1. BJJ is not MMA, although BJJ can be part of it.
2. Aside from Randy Couture NOT being a BJJ pracitioner, - he's a Greco-Roman wrestler - his BJJ equivalent (Nogueira, for example) is no more an exemplar of that art than Ueshiba (at 5 feet, 165 pounds) is the typical aikidoka. Anyway, I've seen lots of aikidoka built bigger than Couture (he's all of 205 pounds).
3. Why shouldn't a person come into an aikido school and say he or she wants to learn to fight? Ueshiba did. Shirata sensei, one of the most morally lovely people I've ever heard of, told how it was absolutely essential that the uchi-deshi be able to win any dojo challenges that came up - and this wasn't done behind ueshiba's back either.
4.Aboslutely, aikido was not a good fit for me. Frankly, this would have been true even if I had the inside lane to what Ueshiba learned at his peak. I don't particularly like the operating system of practice - and even if it was presented to me with the internal training intact, neither it nor Daito-ryu would have been the system that I would have wanted to pursue.
But all the top aikidoka I ever met were concerned about aikido's virtues as a fighting art. I'd like to hear of one who wasn't so concerned. Kato sensei proudly told me about choking someone out on the mat - an uchi-deshi who was too rough, Tohei bragged about defeating five judoka (true or not, that was his story), Nishio sensei spoke about his shame that many regarded aikido as weak and underscored how martial virtue was not in any way in conflict with aikido. I could keep making the list longer - I'm not saying any of these guys were looking for a fight, or felt inadequate. But they had an attitude that as long as they were training hard in a martial art, they wanted to be doing something martial.
Ellis Amdur
Ellis,
I am a fan of MMA. I follow the sport intensely. For me MMA (not very accurate label-I explain that some other time) is generic catch-all name, like Pro-wrestling. BJJ is more specific component like Greco-Roman wrestling, a sport that gave birth to what is called MMA. So, I liberally use the terms interchangably, as I figure most people have a working back ground knowledge with the sport. For those who are going to freak out over my mentioning of MMA and Pro-wrestling there isn't a comparison. So relax, throw back beer, it's just and example. No worries.

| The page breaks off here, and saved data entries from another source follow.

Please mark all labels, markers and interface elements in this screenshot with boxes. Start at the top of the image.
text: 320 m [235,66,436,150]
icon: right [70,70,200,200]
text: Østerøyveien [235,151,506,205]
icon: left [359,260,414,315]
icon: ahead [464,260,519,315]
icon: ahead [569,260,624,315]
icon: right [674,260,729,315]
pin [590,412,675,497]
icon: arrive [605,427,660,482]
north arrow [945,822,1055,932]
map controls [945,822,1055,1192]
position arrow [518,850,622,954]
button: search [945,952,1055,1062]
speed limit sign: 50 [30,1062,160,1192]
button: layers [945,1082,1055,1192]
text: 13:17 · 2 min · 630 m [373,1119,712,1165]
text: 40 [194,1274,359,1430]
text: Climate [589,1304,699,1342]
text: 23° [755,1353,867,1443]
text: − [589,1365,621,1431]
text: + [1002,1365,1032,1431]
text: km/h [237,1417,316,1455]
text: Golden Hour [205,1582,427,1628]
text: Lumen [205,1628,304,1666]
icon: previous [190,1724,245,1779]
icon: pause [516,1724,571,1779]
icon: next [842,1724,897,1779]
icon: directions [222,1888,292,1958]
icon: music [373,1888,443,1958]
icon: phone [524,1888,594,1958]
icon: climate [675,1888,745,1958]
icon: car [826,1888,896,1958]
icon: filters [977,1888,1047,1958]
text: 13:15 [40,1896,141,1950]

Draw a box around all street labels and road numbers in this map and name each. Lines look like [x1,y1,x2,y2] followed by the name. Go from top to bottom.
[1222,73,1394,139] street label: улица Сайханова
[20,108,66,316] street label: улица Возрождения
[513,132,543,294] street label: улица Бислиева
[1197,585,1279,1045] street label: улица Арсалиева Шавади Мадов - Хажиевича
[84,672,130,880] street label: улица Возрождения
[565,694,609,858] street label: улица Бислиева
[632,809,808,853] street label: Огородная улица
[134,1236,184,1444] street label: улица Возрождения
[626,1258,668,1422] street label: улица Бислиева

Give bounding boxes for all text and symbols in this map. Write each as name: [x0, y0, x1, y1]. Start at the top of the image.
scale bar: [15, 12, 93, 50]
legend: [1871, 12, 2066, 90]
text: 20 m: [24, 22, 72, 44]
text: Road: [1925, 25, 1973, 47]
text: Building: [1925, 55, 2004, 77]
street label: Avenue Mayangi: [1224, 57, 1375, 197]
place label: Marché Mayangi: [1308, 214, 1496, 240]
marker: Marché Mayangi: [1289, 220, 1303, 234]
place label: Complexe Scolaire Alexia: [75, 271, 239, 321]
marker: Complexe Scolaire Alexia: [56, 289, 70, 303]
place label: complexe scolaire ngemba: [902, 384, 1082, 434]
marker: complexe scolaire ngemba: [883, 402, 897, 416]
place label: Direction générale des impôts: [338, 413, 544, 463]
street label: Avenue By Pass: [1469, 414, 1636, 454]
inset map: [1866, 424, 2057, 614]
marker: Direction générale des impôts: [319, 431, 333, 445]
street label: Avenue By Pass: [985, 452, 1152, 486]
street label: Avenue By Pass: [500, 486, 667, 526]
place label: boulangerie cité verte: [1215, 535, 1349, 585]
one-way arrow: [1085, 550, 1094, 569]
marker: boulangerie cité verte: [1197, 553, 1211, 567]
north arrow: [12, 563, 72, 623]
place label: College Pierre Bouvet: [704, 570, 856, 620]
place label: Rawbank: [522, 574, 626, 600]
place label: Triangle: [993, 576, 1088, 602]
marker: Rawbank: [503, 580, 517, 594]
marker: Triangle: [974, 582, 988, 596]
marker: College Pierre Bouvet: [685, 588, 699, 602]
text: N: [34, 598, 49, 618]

No argument from me on those attitudes. The Japanese (Gov. or Army -say top Japanese) misinterpreted themselves when they attacked Pearl Harbor. I don't think Aikido is on the level of MMA/BJJ (MMA) in those terms. I do think it is a good self-defense for someone like me (if ever needed, and if you train for that seriously), and it is adequate art for self-defense. Aikido was based on field tested martial arts. I think Aikido contains many of the same principles as other martial arts. We can get into that more later.

Over all I feel, yes, some people don't look at themselves and abilities in a realistic way and reflects on the individual, but that shouldn't reflect on Aikido as an art. I see this in other sports and arts as well. I don't think Aikido offers everything to everyone, and is for everyone.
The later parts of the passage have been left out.